No había leído nada de ‘Nonagon Infinity’ antes de la primera escucha, no sabía nada del asunto del bucle infinito, nada de los homenajes (muy poco encubiertos) a Black Sabbath y -sobre todo a este– Pink Floyd y nada de lo que el puñetero disco es capaz de hacer contigo; así que simple y limpiamente tuve la experiencia.
Suelo salir a caminar siempre que puedo (y no estoy demasiado cansado) y lo hago siempre con los cascos puestos y a cierto volumen, así que sencillamente elegí un disco entre los que tenía preseleccionados en Spotify, di a play y arrancamos: un servidor de ustedes, el King, el Gizzard, el Lizzard, el Wizard y la madre que nos parió a todos. Hice cuatro kilómetros más de los que acostumbro (porque tenía que escuchar Eso tres veces seguidas y/o porque no era capaz de dejar de escuchar Eso) y emplee notablemente menos tiempo del que suelo. Al cabo de unas horas tuve bajona y, al día siguiente, agujetas.
Leo por ahí que la banda está poco menos que malbaratando su talento con tanta y tan apresurada publicación de material y no estoy en absoluto de acuerdo.
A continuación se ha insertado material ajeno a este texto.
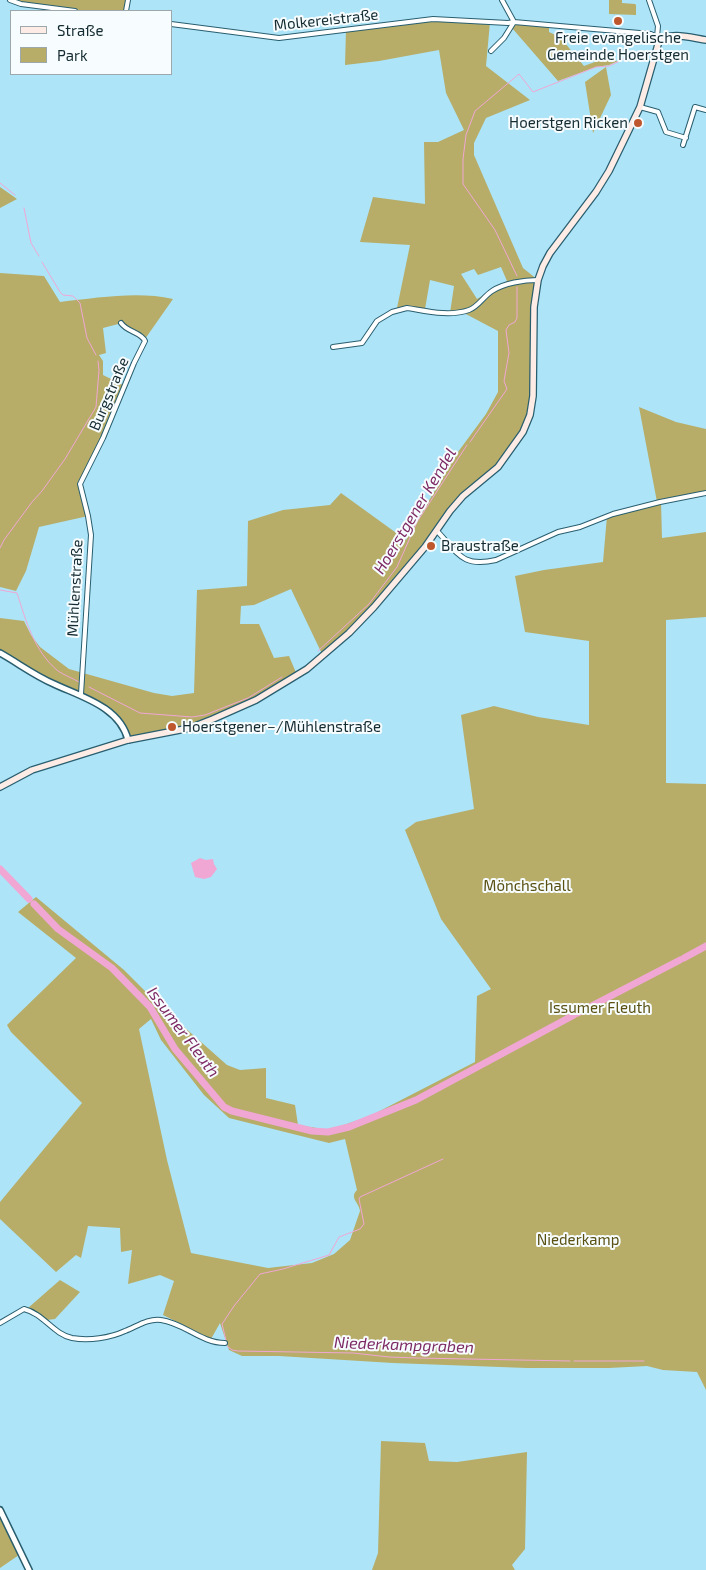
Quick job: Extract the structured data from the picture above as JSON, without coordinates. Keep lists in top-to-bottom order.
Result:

Si yo fuera Stu Mackenzie y fuera capaz de marcarme en unos días (tiene pinta de ser así, además de que no tienen tiempo de otra cosa con su gira también infinita) una Obra como esta, yo me la quito de encima enseguida, la libero, la regalo al mundo, me libro de Ella y Ella se libra de mí, porque, a poco que nos volvamos a rozar y a manosear, uno de los dos va a salir perdiendo.
Decía Frank Zappa que escribir sobre música es como bailar sobre arquitectura y por una vez le voy a hacer caso. Háganme caso ustedes a mí y tengan la experiencia.